Collected data:
^^^^^^^^

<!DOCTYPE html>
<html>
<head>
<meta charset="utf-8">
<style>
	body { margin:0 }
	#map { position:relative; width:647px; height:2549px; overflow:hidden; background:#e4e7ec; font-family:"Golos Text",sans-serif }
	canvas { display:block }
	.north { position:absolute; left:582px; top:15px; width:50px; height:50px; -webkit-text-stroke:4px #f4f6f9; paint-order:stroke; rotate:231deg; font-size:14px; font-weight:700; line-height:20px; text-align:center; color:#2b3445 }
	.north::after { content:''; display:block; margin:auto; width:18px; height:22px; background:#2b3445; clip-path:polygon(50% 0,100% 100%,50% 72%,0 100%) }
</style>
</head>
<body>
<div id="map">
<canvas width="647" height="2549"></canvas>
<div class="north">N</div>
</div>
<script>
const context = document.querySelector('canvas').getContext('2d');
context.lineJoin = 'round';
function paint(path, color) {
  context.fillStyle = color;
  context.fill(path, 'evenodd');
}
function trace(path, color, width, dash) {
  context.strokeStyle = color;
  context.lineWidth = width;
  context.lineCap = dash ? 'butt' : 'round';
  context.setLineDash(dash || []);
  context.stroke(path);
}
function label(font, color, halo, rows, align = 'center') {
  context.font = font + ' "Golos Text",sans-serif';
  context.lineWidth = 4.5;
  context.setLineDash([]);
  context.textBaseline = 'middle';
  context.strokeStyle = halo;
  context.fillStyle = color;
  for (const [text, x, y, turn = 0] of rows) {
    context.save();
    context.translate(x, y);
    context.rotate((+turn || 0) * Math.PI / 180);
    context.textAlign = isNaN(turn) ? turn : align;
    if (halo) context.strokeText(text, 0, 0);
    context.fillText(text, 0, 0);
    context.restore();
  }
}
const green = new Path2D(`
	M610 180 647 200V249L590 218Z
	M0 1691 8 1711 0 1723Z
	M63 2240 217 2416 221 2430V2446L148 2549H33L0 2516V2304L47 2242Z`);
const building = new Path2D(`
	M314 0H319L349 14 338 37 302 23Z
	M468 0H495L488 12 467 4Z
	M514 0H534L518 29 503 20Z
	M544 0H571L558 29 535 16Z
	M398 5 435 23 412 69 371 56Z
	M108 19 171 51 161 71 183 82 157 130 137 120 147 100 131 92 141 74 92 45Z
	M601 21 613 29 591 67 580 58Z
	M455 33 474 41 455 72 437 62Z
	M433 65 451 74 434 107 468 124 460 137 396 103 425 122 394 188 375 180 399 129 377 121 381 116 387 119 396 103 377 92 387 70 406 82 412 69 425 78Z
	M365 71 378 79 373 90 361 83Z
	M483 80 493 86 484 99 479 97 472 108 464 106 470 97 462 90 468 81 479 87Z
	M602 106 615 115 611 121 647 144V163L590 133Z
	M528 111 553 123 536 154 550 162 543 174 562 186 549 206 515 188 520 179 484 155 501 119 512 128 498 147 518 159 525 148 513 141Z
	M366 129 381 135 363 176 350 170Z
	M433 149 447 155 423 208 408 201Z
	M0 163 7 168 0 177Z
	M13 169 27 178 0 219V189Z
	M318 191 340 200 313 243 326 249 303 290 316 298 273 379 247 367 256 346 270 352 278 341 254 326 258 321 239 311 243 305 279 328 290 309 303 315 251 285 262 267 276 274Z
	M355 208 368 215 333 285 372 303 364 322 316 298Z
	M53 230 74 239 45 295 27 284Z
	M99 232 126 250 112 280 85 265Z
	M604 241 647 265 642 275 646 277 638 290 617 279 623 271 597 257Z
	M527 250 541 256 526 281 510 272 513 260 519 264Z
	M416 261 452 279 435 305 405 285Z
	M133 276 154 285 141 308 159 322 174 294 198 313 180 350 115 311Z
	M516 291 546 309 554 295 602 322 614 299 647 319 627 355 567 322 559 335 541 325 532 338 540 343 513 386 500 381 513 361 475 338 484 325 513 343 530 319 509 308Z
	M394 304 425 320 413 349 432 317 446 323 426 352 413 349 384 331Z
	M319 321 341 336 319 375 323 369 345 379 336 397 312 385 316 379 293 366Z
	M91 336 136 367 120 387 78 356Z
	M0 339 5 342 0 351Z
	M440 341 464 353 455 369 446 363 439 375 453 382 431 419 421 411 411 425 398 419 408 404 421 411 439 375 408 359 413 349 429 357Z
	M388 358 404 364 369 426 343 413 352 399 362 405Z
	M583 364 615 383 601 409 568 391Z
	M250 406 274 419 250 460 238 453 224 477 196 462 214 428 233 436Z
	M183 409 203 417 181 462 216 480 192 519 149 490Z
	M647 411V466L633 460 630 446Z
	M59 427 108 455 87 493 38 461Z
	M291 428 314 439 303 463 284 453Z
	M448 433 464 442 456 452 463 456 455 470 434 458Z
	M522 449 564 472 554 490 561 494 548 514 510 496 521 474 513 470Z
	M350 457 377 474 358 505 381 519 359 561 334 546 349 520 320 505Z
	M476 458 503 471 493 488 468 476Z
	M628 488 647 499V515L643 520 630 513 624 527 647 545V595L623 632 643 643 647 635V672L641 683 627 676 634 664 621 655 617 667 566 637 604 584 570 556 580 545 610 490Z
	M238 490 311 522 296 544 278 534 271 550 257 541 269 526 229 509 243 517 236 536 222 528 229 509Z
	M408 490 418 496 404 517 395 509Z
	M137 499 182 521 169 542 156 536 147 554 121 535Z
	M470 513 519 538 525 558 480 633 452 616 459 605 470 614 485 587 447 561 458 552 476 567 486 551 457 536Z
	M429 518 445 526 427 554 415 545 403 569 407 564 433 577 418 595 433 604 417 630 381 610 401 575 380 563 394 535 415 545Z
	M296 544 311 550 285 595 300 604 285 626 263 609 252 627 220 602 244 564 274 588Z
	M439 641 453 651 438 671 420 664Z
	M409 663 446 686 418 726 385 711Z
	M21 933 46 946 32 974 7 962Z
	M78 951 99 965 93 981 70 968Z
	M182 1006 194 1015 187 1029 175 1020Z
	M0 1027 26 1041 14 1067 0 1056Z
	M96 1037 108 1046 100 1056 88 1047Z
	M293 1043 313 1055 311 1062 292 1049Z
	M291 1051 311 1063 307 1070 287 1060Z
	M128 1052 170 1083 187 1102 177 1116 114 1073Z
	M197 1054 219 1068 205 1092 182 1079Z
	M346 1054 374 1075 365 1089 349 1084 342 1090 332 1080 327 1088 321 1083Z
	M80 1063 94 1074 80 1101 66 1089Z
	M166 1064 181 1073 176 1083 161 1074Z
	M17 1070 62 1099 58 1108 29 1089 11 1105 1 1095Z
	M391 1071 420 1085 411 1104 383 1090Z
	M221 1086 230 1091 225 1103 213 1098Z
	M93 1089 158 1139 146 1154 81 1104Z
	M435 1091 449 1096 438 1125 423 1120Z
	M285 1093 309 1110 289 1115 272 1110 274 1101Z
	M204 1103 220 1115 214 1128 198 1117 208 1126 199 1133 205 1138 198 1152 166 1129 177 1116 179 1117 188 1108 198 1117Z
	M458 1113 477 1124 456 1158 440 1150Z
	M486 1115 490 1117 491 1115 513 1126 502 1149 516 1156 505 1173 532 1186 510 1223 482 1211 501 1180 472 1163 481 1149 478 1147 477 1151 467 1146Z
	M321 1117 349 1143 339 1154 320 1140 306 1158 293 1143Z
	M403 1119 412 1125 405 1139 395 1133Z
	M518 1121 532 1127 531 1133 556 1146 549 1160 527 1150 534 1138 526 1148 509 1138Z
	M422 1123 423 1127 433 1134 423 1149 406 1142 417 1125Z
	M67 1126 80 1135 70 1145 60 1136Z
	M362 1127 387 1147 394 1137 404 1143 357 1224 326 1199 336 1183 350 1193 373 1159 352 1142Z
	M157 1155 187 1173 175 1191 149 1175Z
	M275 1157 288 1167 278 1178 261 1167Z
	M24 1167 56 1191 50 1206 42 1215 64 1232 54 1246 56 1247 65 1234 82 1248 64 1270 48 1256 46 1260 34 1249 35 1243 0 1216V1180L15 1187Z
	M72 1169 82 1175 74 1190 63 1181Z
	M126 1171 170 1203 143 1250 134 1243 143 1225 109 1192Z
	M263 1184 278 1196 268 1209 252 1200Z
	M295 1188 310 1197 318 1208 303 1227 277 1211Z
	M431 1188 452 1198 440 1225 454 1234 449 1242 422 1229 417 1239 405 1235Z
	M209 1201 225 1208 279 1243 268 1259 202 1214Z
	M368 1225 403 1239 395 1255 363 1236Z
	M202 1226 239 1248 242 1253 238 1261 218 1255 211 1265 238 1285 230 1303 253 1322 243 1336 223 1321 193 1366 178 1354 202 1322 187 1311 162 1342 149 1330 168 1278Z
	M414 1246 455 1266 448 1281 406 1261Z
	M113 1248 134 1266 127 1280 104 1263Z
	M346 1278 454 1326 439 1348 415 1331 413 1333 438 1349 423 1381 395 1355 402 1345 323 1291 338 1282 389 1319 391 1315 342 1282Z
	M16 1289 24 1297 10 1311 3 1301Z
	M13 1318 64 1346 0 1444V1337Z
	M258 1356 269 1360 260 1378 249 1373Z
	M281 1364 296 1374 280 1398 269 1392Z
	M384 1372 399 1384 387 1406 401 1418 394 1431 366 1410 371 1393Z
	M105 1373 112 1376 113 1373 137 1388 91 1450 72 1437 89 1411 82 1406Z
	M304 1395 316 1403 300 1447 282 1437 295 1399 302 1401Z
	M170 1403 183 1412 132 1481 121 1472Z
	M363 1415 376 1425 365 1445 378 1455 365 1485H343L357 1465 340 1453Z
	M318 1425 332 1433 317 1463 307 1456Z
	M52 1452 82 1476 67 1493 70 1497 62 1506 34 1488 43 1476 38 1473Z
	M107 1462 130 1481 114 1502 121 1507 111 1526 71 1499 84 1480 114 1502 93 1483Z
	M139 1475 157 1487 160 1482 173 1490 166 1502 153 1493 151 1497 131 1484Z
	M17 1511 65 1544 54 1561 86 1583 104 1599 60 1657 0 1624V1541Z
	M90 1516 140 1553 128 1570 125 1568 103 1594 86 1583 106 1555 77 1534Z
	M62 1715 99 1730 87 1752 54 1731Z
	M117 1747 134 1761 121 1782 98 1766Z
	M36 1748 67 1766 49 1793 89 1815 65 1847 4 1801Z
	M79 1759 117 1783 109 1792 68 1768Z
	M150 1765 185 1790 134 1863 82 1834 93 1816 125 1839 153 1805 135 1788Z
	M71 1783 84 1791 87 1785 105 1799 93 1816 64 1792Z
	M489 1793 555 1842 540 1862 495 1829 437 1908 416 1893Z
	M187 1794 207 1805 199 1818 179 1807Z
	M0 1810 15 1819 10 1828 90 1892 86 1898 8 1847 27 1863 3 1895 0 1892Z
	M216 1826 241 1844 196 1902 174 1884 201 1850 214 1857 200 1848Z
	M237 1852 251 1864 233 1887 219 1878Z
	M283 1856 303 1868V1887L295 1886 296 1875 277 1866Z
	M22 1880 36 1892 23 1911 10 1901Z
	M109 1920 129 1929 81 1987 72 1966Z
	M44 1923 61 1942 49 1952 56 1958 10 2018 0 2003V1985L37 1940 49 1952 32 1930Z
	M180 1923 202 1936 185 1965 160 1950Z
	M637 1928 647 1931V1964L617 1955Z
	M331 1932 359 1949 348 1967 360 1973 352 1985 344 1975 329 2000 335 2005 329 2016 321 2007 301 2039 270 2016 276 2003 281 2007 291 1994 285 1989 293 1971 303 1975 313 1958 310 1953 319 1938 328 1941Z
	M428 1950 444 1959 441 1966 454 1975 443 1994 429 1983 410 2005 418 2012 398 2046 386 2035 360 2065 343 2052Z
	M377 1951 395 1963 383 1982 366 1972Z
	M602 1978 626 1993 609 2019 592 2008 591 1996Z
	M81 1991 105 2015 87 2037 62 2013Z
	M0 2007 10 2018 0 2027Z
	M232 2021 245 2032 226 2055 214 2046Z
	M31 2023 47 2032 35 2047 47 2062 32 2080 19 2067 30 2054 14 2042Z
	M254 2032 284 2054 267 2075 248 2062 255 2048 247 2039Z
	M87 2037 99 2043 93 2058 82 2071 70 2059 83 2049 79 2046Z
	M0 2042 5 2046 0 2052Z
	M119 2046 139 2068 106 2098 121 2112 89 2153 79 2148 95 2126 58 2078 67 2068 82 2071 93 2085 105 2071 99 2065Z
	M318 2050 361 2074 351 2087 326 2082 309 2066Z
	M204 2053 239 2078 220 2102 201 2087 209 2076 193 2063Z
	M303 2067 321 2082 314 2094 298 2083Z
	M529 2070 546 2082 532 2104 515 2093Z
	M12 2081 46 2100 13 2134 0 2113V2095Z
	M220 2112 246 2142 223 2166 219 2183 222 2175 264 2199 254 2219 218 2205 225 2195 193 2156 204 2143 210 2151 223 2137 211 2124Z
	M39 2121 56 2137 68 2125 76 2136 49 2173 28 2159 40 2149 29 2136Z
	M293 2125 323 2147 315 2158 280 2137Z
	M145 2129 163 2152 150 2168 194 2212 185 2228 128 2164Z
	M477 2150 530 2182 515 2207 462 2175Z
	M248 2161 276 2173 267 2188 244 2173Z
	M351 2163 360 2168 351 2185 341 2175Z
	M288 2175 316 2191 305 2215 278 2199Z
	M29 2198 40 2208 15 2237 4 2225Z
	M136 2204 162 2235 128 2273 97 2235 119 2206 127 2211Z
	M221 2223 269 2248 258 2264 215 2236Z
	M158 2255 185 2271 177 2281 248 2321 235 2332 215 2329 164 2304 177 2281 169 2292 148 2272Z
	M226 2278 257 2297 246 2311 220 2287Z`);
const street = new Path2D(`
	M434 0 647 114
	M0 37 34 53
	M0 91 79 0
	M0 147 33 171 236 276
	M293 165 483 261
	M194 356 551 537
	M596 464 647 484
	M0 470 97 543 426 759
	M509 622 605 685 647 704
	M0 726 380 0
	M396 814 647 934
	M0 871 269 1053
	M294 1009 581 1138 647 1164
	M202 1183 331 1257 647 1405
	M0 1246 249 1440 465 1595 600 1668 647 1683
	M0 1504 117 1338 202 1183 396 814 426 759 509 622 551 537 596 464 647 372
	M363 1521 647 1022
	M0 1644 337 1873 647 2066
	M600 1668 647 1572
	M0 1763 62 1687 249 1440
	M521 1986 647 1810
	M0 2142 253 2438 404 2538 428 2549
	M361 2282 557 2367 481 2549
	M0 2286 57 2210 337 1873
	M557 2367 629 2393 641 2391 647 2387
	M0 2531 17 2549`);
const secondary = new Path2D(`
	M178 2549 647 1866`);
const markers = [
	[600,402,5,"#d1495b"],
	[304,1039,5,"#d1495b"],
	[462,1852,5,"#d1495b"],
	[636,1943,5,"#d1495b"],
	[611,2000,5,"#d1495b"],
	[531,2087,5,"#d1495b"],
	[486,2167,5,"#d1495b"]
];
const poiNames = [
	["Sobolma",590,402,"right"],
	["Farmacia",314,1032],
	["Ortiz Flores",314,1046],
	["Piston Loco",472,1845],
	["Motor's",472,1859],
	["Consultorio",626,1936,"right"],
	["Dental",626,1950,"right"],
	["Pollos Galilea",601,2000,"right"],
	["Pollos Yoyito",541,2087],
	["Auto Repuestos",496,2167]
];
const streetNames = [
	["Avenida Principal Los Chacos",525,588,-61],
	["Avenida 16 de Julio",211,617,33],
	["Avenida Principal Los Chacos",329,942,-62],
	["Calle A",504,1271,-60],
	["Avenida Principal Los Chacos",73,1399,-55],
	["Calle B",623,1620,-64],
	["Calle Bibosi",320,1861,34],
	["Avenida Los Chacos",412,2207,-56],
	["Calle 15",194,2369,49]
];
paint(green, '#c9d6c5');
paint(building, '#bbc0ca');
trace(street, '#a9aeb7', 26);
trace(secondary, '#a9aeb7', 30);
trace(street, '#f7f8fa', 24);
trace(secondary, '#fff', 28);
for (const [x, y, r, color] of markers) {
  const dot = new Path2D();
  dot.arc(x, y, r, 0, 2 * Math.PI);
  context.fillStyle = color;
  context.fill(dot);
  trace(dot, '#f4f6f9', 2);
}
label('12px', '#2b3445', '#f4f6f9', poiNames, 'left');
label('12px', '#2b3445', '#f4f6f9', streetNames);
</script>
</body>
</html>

^^^^^^^^

◆ Exercise instructions: If a line of the records above holds the word "block", show it.

◆ Response below:
	canvas { display:block }
	.north::after { content:''; display:block; margin:auto; width:18px; height:22px; background:#2b3445; clip-path:polygon(50% 0,100% 100%,50% 72%,0 100%) }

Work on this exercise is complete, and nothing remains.